Tuesday, 19 August 2008

Spot the difference: when is an outcome not a target?

Well according to the Tories outcomes and targets are two very different beasts. If you are striving to reach a certain outcome does that not become a target? Apparently not.
I have been taking looking at the Conservative's Green Paper on health - 'Delivering some of the best health in Europe. Outcomes not targets. Responsibility Agenda. Policy Green Paper No. 6.

They suggest:

Focusing the NHS on results instead of targets will not simply replace one set of government diktats with another. Results are clearly different from targets because they are not produced by specifying, in a top-down way, the procedures, processes or approaches taken by care professionals to achieve a good result for patients. What matters is the result itself, not how it is achieved. That must be left to the discretion of the professionals.

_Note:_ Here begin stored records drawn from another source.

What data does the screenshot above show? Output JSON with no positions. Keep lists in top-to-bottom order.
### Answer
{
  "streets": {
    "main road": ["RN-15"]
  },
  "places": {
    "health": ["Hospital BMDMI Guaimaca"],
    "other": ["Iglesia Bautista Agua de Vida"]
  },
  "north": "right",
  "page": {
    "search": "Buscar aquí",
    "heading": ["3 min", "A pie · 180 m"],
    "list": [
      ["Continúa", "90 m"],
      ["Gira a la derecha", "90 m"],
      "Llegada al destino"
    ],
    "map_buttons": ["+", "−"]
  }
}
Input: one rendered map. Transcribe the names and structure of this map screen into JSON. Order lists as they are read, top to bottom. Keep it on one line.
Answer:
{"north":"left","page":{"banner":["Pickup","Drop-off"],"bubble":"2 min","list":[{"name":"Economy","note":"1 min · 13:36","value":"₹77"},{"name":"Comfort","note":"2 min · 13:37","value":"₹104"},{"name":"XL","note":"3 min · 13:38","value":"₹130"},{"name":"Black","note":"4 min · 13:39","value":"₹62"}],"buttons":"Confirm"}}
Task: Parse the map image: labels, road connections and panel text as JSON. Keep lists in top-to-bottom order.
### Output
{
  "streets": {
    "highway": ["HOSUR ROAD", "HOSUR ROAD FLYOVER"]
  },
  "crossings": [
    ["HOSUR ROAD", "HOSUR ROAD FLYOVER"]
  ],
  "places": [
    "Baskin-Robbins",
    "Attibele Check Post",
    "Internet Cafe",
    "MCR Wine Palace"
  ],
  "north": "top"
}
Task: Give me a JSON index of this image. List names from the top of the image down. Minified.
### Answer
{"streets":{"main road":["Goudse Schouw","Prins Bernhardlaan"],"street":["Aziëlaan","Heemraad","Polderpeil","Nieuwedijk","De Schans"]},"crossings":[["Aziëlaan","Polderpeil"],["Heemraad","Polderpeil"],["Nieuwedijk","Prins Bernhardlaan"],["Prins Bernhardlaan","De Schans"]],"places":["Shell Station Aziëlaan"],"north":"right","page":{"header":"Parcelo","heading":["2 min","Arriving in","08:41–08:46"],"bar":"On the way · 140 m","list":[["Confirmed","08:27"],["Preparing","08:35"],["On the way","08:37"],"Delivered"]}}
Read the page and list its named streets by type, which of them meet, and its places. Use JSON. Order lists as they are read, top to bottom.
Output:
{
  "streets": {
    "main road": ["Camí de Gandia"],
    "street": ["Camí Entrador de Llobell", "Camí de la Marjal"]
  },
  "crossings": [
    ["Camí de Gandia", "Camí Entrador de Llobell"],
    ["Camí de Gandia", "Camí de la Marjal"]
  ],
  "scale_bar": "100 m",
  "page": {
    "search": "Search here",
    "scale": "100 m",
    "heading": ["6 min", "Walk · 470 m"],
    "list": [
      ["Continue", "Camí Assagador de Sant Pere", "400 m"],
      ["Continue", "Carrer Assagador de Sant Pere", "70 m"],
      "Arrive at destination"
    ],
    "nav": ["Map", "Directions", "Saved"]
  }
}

The system which links GPs’ pay to performance (which we support in principle measures their performance more on administrative processes than clinical ones.


So performance related pay stays. Kind of makes outcomes look a lot like targets.

Patient choice has been a depressingly over-used term in the recent NHS past. Everyone I speak to would prefer to have a good quality service at their local clinic or hospital and not have to have the additional stress about finding a decent 'provider' when ill. This is the Tory viewpoint:

Combined with our plans to give every patient an open choice of provider, and our plans to introduce payment-by-results within the system, this focus on outcomes will provide a tough incentive to raise quality all the time.
Instead of these 'orrible bureacratic time-wasting targets we will have PROMs. What are PROMs you may ask?

Patient Reported Outcome Measures, or PROMs, are used to help measure the benefits patients receive as a result of treatment. They are collected directly from patients through very simple questionnaires that ask for details about their particular condition, how long it has affected them, and how well they think the treatment they receive is working. Patients can complete this at home in their own time, or with their GP.
Finally they suggest:

We are consulting on the outcome measures which we propose to introduce as soon as practicable. Over time, we will seek to roll out information about outcomes in further areas, including dentistry,maternity services and palliative care.

Great, more targets. Sorry, outcomes. Plus ça change...

1 comments:

Anonymous said...

Am I the only one who's thinking:
"Hmmm - a Dr. could keep his/her PROMs good and high by being popular - like Shipman - and by killing off the hard to treat patients before they filled in their PROM forms."

So the Conservatives ARE doing something about the collapsing welfare state ... they're incentivising the NHS to kill off the crumblies. Let us all applaud this Brave New World.